Inside the American Sign Museum. (Photo by Michelle Eigenheer)
CINCINNATI — Tucked between warehouses and factories in Cincinnati’s Camp Washington neighborhood, the American Sign Museum maps the rise and decline of the city and region’s industry.
The museum’s collection of signs begins in the late 19th century, before electricity lit up the logos we recognize today. Its collection covers almost 100 years — through the lightbulb era, neon period and into the time of mass plastic production.
The museum was founded in 2005 by Tod Swormstedt, according to the museum’s website. Swormstedt was a fourth-generation editor for Signs of the Times, a trade magazine. He originally opened the museum as the Signs of the Times Museum, later relaunching the collection of signs and a library of decades of issues of the magazine as the American Sign Museum.
Hand-painted, gilded gold signs showcase craftsmanship and the popularity of cigar lounges and John Wayne movies. Movie posters and retail signs, the tour guide explains through an easy-to-use audio tour, varied city to city because what they advertised was open to interpretation by local artists. Later signs would use lightbulbs and punched metal to illuminate business logos; in the 1930s, neon entered the scene to illuminate city streets with a promise of dancing, food, drugs and Jesus. The museum’s central installation is Main Street, a model of what a shop-lined street could have looked like in the 1950s. Bubbling letters full of tinted water sit in the window of a paint shop, while a familiar illuminated arrow points to the drugstore. A vintage, larger-than-life McDonald’s sign stands in the middle of the cobblestone street.

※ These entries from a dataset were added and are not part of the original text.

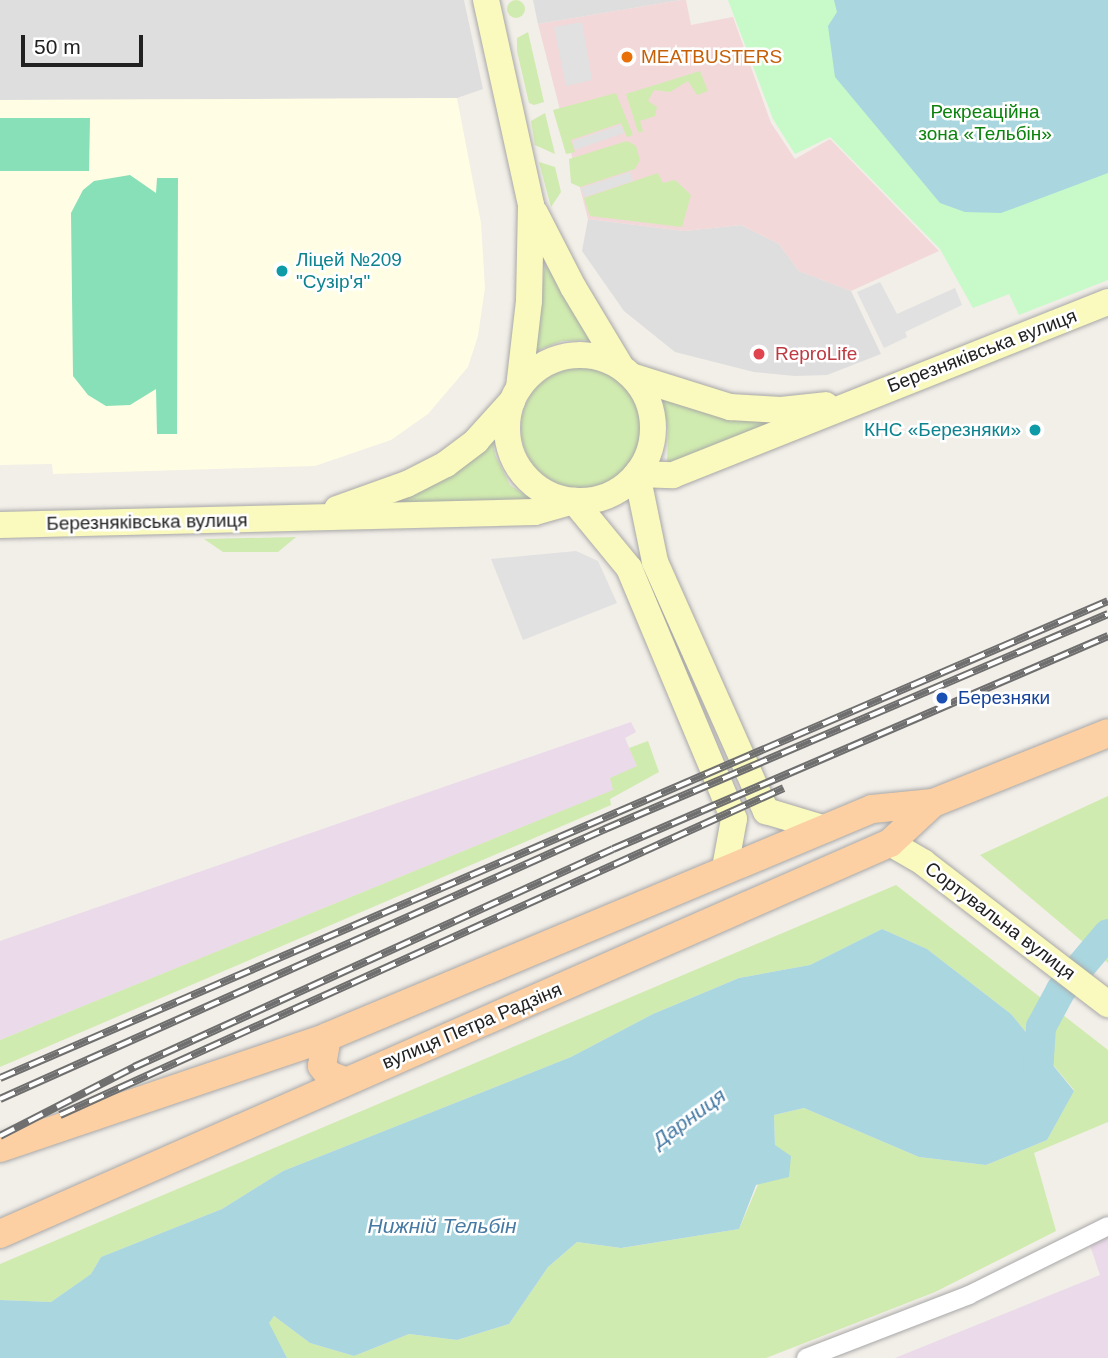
<!DOCTYPE html>
<html>
<head>
<meta charset="utf-8">
<style>
	body { margin:0 }
	#map { position:relative; width:1108px; height:1358px; overflow:hidden; background:#f2eee8; font-family:Helvetica,sans-serif }
	div>[style] { position:absolute }
	.residential>* { inset:0; background:#dfdede }
	.commercial>* { inset:0; background:#f2d8d9 }
	.industrial>* { inset:0; background:#ebdae9 }
	.education>* { inset:0; background:#fffde4 }
	.grass>* { inset:0; background:#d0ebaf }
	.round { border-radius:50% }
	.park>* { inset:0; background:#c7fac8 }
	.pitch>* { inset:0; background:#87e0b8 }
	.parking>* { inset:0; background:#e1e1e1 }
	.water>* { inset:0; background:#a9d6df }
	.river>* { height:30px; margin:-15px; padding:0 15px; transform-origin:15px; border-radius:15px; background:#a9d6df }
	.roads { filter:drop-shadow(0 0 2px #a8a8a8) drop-shadow(0 0 2px #a8a8a8) }
	.street>* { height:18px; margin:-9px; padding:0 9px; transform-origin:9px; border-radius:9px; background:#fff }
	.secondary>* { height:26px; margin:-13px; padding:0 13px; transform-origin:13px; border-radius:13px; background:#faf9be }
	.secondary>.ring { margin:-13px; padding:0; box-sizing:content-box; background:none; border:26px solid #faf9be; border-radius:50% }
	.primary>* { height:28px; margin:-14px; padding:0 14px; transform-origin:14px; border-radius:14px; background:#fcd0a3 }
	.rail>* { height:8px; margin-top:-4px; transform-origin:0; background:repeating-linear-gradient(90deg,#fff 0 16px,#6f6f6f 0 32px); box-sizing:border-box; border-block:2px solid #6f6f6f }
	.dots>* { width:19px; height:19px; translate:-50% -50%; box-sizing:border-box; border:4px solid #fff; border-radius:50% }
	span { translate:-50% -50%; white-space:nowrap; text-align:center; line-height:1.15; -webkit-text-stroke:5px #fff; paint-order:stroke }
	.food-label { font-size:19px; color:#c56008 }
	.left { translate:0 -50%; text-align:left }
	.park-label { font-size:19px; color:#0c830e }
	.culture-label { font-size:19px; color:#0d838f }
	.right { translate:-100% -50%; text-align:right }
	.street-label { font-size:19px; color:#212121 }
	.health-label { font-size:19px; color:#be3a42 }
	.transit-label { font-size:19px; color:#164399 }
	.water-label { font-size:21px; color:#467aa3; font-style:italic }
	.scale { position:absolute; left:21px; top:35px; width:122px; height:32px; box-sizing:border-box; border:4px solid #212121; border-top:0; padding-left:9px; font-size:21px; line-height:24px; white-space:nowrap; color:#212121; -webkit-text-stroke:5px #fff; paint-order:stroke }
</style>
</head>
<body>
<div id="map">
	<div class="residential">
		<i style="clip-path:polygon(0 0,464px 0,483px 89px,457px 98px,0 100px)"></i>
		<i style="clip-path:polygon(533px 0,681px 0,538px 24px)"></i>
		<i style="clip-path:polygon(588px 219px,684px 231px,741px 225px,779px 244px,799px 271px,851px 291px,881px 354px,827px 375px,795px 376px,754px 372px,675px 352px,624px 311px,582px 251px)"></i>
	</div>
	<div class="commercial">
		<i style="clip-path:polygon(681px 0,686px 0,691px 25px,733px 17px,771px 123px,795px 159px,830px 139px,939px 251px,851px 291px,799px 271px,779px 244px,741px 225px,684px 231px,588px 219px,538px 24px)"></i>
	</div>
	<div class="industrial">
		<i style="clip-path:polygon(631px 722px,636px 732px,625px 738px,637px 766px,614px 790px,0 1040px,0 941px)"></i>
		<i style="clip-path:polygon(1108px 1237px,1108px 1358px,895px 1358px,1100px 1275px,1090px 1245px)"></i>
	</div>
	<div class="education">
		<i style="clip-path:polygon(457px 98px,481px 223px,485px 288px,478px 336px,468px 367px,428px 414px,391px 440px,315px 466px,53px 474px,52px 464px,0 465px,0 100px)"></i>
	</div>
	<div class="grass">
		<i class="round" style="left:507px;top:0;width:18px;height:18px"></i>
		<i style="clip-path:polygon(528px 32px,544px 102px,534px 105px,529px 103px,517px 51px,517px 38px)"></i>
		<i style="clip-path:polygon(700px 71px,708px 91px,697px 95px,688px 81px,670px 92px,654px 90px,648px 101px,657px 107px,655px 116px,640px 121px,643px 132px,638px 132px,626px 94px)"></i>
		<i style="clip-path:polygon(616px 93px,633px 135px,627px 137px,621px 123px,571px 140px,575px 152px,566px 154px,553px 110px)"></i>
		<i style="clip-path:polygon(545px 113px,555px 154px,535px 145px,531px 121px)"></i>
		<i style="clip-path:polygon(627px 141px,636px 146px,640px 160px,635px 169px,580px 187px,571px 183px,569px 159px)"></i>
		<i style="clip-path:polygon(539px 162px,555px 167px,561px 192px,551px 207px)"></i>
		<i style="clip-path:polygon(658px 173px,663px 183px,675px 180px,691px 195px,682px 227px,590px 216px,584px 198px)"></i>
		<i style="clip-path:polygon(545px 265px,550px 271px,593px 340px,562px 341px,534px 352px)"></i>
		<i class="round" style="left:521px;top:368px;width:120px;height:120px"></i>
		<i style="clip-path:polygon(662px 396px,802px 416px,667px 463px,668px 430px)"></i>
		<i style="clip-path:polygon(492px 435px,495px 455px,510px 485px,536px 503px,378px 508px)"></i>
		<i style="clip-path:polygon(296px 537px,278px 552px,223px 552px,204px 539px)"></i>
		<i style="clip-path:polygon(648px 741px,659px 772px,610px 799px,611px 805px,0 1067px,0 1040px,613px 790px,610px 778px,637px 766px,629px 748px)"></i>
		<i style="clip-path:polygon(1108px 796px,1108px 963px,980px 855px)"></i>
		<i style="clip-path:polygon(896px 885px,1108px 1050px,1108px 1122px,1034px 1153px,1056px 1231px,935px 1292px,766px 1358px,287px 1358px,268px 1323px,274px 1316px,310px 1343px,354px 1356px,409px 1334px,457px 1340px,509px 1324px,548px 1267px,577px 1242px,621px 1248px,739px 1229px,775px 1145px,774px 1115px,804px 1108px,919px 1157px,986px 1165px,1047px 1140px,1074px 1090px,1011px 1014px,927px 949px,882px 929px,810px 965px,739px 978px,653px 1014px,571px 1057px,283px 1171px,222px 1209px,101px 1257px,91px 1274px,51px 1302px,0 1300px,0 1264px)"></i>
	</div>
	<div class="park">
		<i style="clip-path:polygon(728px 0,1108px 0,1108px 280px,1019px 315px,1009px 294px,973px 308px,940px 249px,830px 137px,795px 154px,773px 119px)"></i>
	</div>
	<div class="pitch">
		<i style="clip-path:polygon(0 118px,90px 118px,89px 171px,0 171px)"></i>
		<i style="clip-path:polygon(130px 175px,156px 193px,157px 178px,178px 178px,177px 434px,157px 434px,156px 389px,130px 405px,106px 406px,88px 395px,73px 376px,71px 213px,83px 190px,94px 181px)"></i>
	</div>
	<div class="parking">
		<i style="clip-path:polygon(582px 22px,592px 80px,566px 86px,554px 27px)"></i>
		<i style="clip-path:polygon(621px 125px,624px 133px,575px 150px,573px 141px)"></i>
		<i style="clip-path:polygon(630px 172px,633px 181px,584px 197px,581px 188px)"></i>
		<i style="clip-path:polygon(880px 282px,897px 314px,955px 288px,962px 305px,905px 332px,907px 337px,884px 348px,857px 292px)"></i>
		<i style="clip-path:polygon(576px 551px,598px 561px,617px 603px,523px 640px,491px 559px)"></i>
	</div>
	<div class="water">
		<i style="clip-path:polygon(834px 0,1108px 0,1108px 173px,1001px 213px,965px 212px,940px 203px,835px 77px,828px 26px,837px 12px)"></i>
		<i style="clip-path:polygon(882px 929px,927px 949px,1011px 1014px,1074px 1091px,1047px 1140px,986px 1165px,919px 1157px,804px 1108px,774px 1115px,775px 1145px,791px 1156px,789px 1177px,756px 1185px,739px 1229px,621px 1248px,577px 1242px,548px 1267px,509px 1324px,457px 1340px,409px 1334px,354px 1356px,310px 1343px,274px 1316px,269px 1323px,287px 1358px,0 1358px,0 1300px,51px 1302px,91px 1274px,101px 1257px,222px 1209px,283px 1171px,571px 1057px,653px 1014px,739px 978px,810px 965px)"></i>
	</div>
	<div class="river">
		<i style="left:1037px;top:1089px;width:62px;rotate:-86.3deg"></i>
		<i style="left:1041px;top:1027px;width:42px;rotate:-61.6deg"></i>
		<i style="left:1061px;top:990px;width:73px;rotate:-50deg"></i>
	</div>
	<div class="roads">
		<div class="street">
			<i style="left:806px;top:1358px;width:175px;rotate:-21.1deg"></i>
			<i style="left:969px;top:1295px;width:155px;rotate:-26.4deg"></i>
		</div>
		<div class="secondary">
			<i style="left:486px;top:0;width:210px;rotate:77.6deg"></i>
			<i style="left:531px;top:205px;width:96px;rotate:91.2deg"></i>
			<i style="left:529px;top:301px;width:87px;rotate:96.6deg"></i>
			<i style="left:535px;top:213px;width:83px;rotate:62.8deg"></i>
			<i style="left:573px;top:287px;width:93px;rotate:59deg"></i>
			<i class="ring" style="left:507px;top:355px;width:120px;height:120px"></i>
			<i style="left:634px;top:377px;width:101px;rotate:17.4deg"></i>
			<i style="left:730px;top:407px;width:51px;rotate:3.4deg"></i>
			<i style="left:781px;top:410px;width:45px;rotate:-6.3deg"></i>
			<i style="left:637px;top:474px;width:36px;rotate:2deg"></i>
			<i style="left:673px;top:475px;width:468px;rotate:-21.7deg"></i>
			<i style="left:637px;top:474px;width:90px;rotate:78.4deg"></i>
			<i style="left:655px;top:562px;width:273px;rotate:66deg"></i>
			<i style="left:766px;top:811px;width:63px;rotate:16.7deg"></i>
			<i style="left:574px;top:501px;width:87px;rotate:50.6deg"></i>
			<i style="left:629px;top:568px;width:272px;rotate:67.3deg"></i>
			<i style="left:734px;top:819px;width:50px;rotate:100.4deg"></i>
			<i style="left:337px;top:509px;width:74px;rotate:-19.7deg"></i>
			<i style="left:407px;top:484px;width:44px;rotate:-27.1deg"></i>
			<i style="left:446px;top:464px;width:38px;rotate:-37deg"></i>
			<i style="left:476px;top:441px;width:54px;rotate:-48deg"></i>
			<i style="left:0;top:525px;width:535px;rotate:-1.39deg"></i>
			<i style="left:535px;top:512px;width:41px;rotate:-15.8deg"></i>
			<i style="left:890px;top:843px;width:39px;rotate:30deg"></i>
			<i style="left:924px;top:863px;width:232px;rotate:37.5deg"></i>
		</div>
		<div class="primary">
			<i style="left:327px;top:1037px;width:29px;rotate:100deg"></i>
			<i style="left:322px;top:1066px;width:11px;rotate:52deg"></i>
			<i style="left:329px;top:1075px;width:17px;rotate:21deg"></i>
			<i style="left:0;top:1148px;width:345px;rotate:-18.7deg"></i>
			<i style="left:327px;top:1037px;width:591px;rotate:-22.7deg"></i>
			<i style="left:872px;top:809px;width:61px;rotate:-5.6deg"></i>
			<i style="left:933px;top:803px;width:188px;rotate:-21.8deg"></i>
			<i style="left:0;top:1234px;width:972px;rotate:-23.72deg"></i>
			<i style="left:890px;top:843px;width:59px;rotate:-42.9deg"></i>
		</div>
	</div>
	<div class="rail">
		<i style="left:0;top:1078px;width:1206px;rotate:-23.29deg"></i>
		<i style="left:0;top:1099px;width:663px;rotate:-24.05deg"></i>
		<i style="left:605px;top:829px;width:547px;rotate:-23.14deg"></i>
		<i style="left:60px;top:1115px;width:794px;rotate:-24.31deg"></i>
		<i style="left:0;top:1136px;width:151px;rotate:-27.2deg"></i>
		<i style="left:134px;top:1067px;width:526px;rotate:-24.47deg"></i>
		<i style="left:613px;top:849px;width:539px;rotate:-23.28deg"></i>
	</div>
	<div class="dots">
		<i style="left:627px;top:57px;background:#e8710a"></i>
		<i style="left:282px;top:271px;background:#0f9aa8"></i>
		<i style="left:759px;top:354px;background:#e0444e"></i>
		<i style="left:1035px;top:430px;background:#0f9aa8"></i>
		<i style="left:942px;top:698px;background:#1a4fb4"></i>
	</div>
	<div class="food-label">
		<span class="left" style="left:641px;top:57px">MEATBUSTERS</span>
	</div>
	<div class="park-label">
		<span style="left:985px;top:123px">Рекреаційна<br>зона «Тельбін»</span>
	</div>
	<div class="culture-label">
		<span class="left" style="left:296px;top:271px">Ліцей №209<br>"Сузір'я"</span>
		<span class="right" style="left:1021px;top:430px">КНС «Березняки»</span>
	</div>
	<div class="street-label">
		<span style="left:982px;top:351px;rotate:-21deg">Березняківська вулиця</span>
		<span style="left:147px;top:522px;rotate:-1deg">Березняківська вулиця</span>
		<span style="left:1000px;top:921px;rotate:37deg">Сортувальна вулиця</span>
		<span style="left:472px;top:1026px;rotate:-23deg">вулиця Петра Радзіня</span>
	</div>
	<div class="health-label">
		<span class="left" style="left:775px;top:354px">ReproLife</span>
	</div>
	<div class="transit-label">
		<span class="left" style="left:958px;top:698px">Березняки</span>
	</div>
	<div class="water-label">
		<span style="left:689px;top:1118px;rotate:-36deg">Дарниця</span>
		<span style="left:442px;top:1226px">Нижній Тельбін</span>
	</div>
	<div class="scale">50 m</div>
</div>
</body>
</html>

The museum’s original name, Signs of the Times, is especially fitting when you consider that the tour path is an imprint of Cincinnati and the region’s industrial history. As you follow along with the audio segments, you can see painted barn-side signs for flour mills and tobacco companies give way to bright lights beckoning passing workers to manufacturing companies and steel mills. Around the 50s, manufacturing and steel drop off and new plastic signs advertising fast food and retail make their debut.
Perhaps the most poignant show of Cincinnati’s changing industry is the mural found along the wall parking lot in front of the museum’s main entrance. The Crosley Radio ad depicts one of the company’s famous radios and a Crosley car in front of the Crosley Empire’s huge factory and radio tower. Around the corner from this mural, the actual building sits vacant and condemned, a monument to urban decay. After the decline of analog audio, the company abandoned the production facility and moved downriver to Louisville, Ky., where their signage is a subtle logo on the side of a single-story building.
A $45 million plan to renovate the building into apartments fell through last year and the building went back on the market, reports Cincinnati.com. The 8-story structure is currently covered in decades worth of graffiti, signage for those who have climbed their way to the top.
As advertising moves off the main path and onto the Internet, once larger-than-life signs shrink. Giant Arby’s hats are broken to pieces, and old parts may even find their way to the museum’s in-house neon sign shop. A giant metal installation in front of the building features the words “ad art,” a memorial for what was once the most flashy way of getting customers in the door, now left in the dust.
As modern signage moves through minimalism and digital mediums, the gap between today’s signs and the museum’s collection continues to widen, making the journey all the more of a learning experience for guests.